Abstract

Increasingly, organic soil amendments are being examined for their potential use in soil restoration and for preventing soil erosion. Two vermicomposts, differing in their chemical nature (obtained from cow dung, CD, and green forage, GF), were applied annually for a period of 3 yr to a Xerollic Calciorthid soil located near Seville (Guadalquivir Valley, Andalusia, Spain) to evaluate the efficiency of these organic amendments in soil restoration. Their effects on the plant cover and biological properties (microbial biomass, soil respiration, and enzymatic activities such as dehydrogenase, urease, β‐glucosidase, phosphatase, and arylsulfatase) of the soil were determined. The organic wastes were applied at 3 and 6 Mg C ha−1, respectively.
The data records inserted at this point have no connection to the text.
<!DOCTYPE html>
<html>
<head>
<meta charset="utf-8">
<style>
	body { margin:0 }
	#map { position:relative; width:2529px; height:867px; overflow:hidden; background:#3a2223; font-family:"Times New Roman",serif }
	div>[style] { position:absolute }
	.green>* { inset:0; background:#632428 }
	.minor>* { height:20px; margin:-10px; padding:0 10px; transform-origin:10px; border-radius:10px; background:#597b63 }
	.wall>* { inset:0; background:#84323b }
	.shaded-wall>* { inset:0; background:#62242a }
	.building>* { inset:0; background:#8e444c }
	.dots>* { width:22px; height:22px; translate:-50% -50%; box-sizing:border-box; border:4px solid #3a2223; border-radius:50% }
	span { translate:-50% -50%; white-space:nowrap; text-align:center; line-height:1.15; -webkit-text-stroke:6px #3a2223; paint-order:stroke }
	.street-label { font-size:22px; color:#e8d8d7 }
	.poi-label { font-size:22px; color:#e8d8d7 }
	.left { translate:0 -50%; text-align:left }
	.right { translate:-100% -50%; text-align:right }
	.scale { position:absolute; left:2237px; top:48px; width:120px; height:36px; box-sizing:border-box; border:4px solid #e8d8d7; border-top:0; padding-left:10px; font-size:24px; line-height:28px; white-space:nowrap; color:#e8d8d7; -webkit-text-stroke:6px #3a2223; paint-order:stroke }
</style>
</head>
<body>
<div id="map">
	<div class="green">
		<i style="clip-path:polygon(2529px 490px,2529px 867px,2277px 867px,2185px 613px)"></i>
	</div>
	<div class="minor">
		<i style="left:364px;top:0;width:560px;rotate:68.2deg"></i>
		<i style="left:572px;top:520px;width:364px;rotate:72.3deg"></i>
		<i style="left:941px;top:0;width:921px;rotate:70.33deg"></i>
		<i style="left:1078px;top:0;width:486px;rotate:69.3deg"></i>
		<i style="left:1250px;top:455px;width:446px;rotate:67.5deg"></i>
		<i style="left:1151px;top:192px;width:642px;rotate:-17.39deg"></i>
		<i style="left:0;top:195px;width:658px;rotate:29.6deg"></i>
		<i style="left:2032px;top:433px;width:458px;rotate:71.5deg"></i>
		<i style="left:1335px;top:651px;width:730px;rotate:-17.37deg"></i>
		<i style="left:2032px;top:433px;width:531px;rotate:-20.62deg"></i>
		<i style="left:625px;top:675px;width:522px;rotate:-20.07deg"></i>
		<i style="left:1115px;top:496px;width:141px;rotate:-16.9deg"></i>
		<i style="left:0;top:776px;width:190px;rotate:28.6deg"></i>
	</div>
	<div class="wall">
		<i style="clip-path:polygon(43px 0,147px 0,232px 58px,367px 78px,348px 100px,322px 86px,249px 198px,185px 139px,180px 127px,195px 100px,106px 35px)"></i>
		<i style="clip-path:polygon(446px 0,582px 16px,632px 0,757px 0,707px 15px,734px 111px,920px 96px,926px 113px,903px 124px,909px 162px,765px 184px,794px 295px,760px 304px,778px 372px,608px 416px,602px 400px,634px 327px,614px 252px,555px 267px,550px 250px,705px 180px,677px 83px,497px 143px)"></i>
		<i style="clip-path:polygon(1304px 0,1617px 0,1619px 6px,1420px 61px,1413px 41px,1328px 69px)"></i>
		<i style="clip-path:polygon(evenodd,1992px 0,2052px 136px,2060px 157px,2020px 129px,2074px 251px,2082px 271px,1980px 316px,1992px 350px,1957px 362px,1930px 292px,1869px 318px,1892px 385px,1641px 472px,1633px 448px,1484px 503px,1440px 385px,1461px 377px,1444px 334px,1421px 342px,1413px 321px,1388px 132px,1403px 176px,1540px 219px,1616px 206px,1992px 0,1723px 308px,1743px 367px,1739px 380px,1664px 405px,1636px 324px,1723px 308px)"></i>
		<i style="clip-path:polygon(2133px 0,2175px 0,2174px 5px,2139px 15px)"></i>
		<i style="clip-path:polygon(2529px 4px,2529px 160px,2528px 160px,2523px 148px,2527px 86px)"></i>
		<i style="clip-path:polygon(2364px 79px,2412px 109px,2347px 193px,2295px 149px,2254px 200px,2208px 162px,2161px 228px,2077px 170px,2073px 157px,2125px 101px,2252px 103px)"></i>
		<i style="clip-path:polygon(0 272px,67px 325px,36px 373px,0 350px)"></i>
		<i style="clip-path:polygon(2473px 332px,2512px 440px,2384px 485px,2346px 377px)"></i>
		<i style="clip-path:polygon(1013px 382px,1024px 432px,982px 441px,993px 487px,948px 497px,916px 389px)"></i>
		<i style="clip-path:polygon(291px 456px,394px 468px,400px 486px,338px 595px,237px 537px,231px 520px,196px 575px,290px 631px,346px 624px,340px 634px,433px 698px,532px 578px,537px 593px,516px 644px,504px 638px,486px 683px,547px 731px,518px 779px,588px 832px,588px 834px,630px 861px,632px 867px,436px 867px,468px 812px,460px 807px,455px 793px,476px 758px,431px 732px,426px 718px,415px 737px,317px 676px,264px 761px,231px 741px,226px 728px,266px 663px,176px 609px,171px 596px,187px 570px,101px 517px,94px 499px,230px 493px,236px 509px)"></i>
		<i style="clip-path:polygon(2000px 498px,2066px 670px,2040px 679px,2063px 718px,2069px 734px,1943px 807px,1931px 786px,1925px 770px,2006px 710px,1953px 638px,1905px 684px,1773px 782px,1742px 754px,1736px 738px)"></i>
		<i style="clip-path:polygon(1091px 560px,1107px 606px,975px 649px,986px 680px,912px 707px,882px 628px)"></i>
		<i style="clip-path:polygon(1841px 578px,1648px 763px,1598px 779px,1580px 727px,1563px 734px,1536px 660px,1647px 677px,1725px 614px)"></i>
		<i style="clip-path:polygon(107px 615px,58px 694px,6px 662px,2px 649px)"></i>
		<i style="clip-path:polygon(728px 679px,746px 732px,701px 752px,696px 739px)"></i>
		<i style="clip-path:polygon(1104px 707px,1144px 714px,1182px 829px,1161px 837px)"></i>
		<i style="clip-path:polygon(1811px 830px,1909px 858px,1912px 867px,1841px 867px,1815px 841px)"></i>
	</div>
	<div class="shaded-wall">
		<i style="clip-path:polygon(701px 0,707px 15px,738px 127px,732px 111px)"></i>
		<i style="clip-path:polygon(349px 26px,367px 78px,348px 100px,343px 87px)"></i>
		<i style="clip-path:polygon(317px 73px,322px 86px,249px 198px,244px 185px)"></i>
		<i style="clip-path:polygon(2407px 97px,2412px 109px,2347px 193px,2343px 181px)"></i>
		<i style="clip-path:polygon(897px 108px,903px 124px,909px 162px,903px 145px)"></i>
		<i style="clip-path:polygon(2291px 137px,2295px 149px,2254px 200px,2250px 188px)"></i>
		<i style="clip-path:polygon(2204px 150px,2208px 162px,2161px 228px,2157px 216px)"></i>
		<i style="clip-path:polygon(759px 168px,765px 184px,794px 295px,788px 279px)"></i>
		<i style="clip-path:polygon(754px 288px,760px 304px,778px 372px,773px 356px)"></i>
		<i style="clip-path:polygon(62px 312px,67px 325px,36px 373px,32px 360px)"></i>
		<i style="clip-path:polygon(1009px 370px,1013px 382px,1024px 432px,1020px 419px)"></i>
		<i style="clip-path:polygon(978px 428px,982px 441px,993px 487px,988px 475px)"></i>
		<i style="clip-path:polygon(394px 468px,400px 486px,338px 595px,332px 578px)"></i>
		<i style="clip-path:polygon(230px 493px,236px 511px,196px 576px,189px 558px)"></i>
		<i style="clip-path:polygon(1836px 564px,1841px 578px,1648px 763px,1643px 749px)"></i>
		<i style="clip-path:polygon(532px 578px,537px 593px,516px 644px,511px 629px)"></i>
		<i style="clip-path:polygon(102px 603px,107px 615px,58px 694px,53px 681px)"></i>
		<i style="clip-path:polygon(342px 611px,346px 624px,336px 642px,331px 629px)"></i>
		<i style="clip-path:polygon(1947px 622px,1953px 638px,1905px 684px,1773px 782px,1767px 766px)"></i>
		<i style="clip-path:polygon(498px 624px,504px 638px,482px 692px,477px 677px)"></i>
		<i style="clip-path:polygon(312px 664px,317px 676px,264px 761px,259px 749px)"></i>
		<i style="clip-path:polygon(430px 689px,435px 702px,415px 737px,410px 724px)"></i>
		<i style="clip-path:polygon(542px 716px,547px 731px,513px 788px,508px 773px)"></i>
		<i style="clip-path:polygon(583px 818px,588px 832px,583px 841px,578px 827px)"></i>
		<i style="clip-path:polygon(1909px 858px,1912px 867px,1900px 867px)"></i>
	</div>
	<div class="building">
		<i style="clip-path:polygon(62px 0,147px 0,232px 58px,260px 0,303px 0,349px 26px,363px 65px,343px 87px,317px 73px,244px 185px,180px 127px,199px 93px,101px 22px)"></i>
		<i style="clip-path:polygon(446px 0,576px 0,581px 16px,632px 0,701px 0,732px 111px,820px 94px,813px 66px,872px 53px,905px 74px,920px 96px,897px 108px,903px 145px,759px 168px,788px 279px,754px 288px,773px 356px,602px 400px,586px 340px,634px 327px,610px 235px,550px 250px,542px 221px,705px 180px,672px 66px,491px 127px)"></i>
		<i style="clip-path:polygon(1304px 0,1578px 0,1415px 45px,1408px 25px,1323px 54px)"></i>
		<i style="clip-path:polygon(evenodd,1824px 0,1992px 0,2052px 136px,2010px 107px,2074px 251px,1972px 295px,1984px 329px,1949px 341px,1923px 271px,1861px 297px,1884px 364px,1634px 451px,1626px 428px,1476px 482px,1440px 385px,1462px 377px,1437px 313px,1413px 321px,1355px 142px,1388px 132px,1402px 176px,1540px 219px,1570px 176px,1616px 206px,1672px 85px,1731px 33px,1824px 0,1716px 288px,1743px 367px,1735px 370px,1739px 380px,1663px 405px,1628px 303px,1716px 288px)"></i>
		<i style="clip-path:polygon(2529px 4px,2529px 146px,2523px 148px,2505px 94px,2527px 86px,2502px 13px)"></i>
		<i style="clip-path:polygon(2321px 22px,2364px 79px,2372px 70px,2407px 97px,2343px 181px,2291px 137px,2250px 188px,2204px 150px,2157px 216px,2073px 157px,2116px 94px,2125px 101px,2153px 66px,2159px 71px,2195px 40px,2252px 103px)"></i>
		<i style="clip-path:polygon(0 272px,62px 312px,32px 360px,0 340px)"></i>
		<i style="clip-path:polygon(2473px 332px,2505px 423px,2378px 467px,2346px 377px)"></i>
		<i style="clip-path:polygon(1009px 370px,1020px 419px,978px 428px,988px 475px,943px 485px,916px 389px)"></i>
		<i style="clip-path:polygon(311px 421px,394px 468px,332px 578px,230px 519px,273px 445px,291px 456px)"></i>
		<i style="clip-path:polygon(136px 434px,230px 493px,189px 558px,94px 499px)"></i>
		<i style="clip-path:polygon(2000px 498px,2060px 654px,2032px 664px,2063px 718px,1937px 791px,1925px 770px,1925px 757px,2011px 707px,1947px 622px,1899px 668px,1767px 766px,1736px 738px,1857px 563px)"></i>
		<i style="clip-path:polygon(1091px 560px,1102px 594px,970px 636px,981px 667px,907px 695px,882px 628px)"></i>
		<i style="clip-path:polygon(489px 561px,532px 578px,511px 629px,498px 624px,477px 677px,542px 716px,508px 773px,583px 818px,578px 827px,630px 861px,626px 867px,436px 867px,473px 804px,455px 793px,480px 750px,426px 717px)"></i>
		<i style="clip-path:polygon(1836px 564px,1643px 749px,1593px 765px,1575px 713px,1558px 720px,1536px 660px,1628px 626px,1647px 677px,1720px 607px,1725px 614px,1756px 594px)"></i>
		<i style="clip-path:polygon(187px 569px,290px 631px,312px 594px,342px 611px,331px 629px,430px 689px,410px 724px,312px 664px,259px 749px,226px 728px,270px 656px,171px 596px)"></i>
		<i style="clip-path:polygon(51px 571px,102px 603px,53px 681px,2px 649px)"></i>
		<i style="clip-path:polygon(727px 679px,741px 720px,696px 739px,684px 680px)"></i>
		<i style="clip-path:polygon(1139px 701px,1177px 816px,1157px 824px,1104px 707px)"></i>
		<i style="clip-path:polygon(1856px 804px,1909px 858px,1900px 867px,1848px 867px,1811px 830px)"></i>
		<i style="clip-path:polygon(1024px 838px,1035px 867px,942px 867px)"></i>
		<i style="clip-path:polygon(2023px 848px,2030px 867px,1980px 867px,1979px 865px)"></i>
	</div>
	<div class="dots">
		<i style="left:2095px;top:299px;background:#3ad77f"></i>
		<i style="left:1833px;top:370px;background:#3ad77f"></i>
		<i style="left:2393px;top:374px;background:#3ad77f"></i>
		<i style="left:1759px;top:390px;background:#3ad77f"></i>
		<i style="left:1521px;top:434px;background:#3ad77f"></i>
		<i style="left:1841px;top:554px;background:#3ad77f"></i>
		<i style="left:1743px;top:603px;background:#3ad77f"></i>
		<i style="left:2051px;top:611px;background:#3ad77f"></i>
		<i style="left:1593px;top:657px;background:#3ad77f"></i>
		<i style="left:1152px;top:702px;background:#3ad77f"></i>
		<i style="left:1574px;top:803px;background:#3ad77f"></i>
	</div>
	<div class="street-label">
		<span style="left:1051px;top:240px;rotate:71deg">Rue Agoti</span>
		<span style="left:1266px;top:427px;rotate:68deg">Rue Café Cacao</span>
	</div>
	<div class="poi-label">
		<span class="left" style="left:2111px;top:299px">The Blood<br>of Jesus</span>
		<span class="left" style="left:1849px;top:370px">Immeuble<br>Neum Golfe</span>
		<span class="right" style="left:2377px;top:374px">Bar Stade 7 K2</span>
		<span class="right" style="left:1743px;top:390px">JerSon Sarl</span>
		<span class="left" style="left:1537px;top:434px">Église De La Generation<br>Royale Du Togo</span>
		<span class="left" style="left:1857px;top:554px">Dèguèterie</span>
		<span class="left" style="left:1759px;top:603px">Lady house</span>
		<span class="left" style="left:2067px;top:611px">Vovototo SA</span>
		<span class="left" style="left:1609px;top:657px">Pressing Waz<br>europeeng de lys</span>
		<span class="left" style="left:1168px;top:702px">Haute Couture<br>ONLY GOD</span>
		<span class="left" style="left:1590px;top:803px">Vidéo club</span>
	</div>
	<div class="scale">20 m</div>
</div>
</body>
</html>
After 3 yr of successive soil amendment, the application of CD vermicompost to the soil had a greater effect on the soil biological properties than GF vermicompost. The final soil microbial biomass C, dehydrogenase, urease, β‐glucosidase, phosphatase, and arylsulfatase values were 28.3, 25.9, 12.6, 26, 12, and 14.2% higher in CD‐amended soils than in the GF‐amended soils. This may have been due to a greater labile fraction of organic matter in the CD than the GF vermicompost; however, the results obtained for the enzymatic activities stabilized in humic matrix mitigated that the highest values occurred in the soils amended with GF vermicompost with respect to those amended with CD vermicompost. This increased formation of enzymes immobilized in soils humic matrix may prolong any increase in soil enzymatic activities and plant cover produced by the amendment.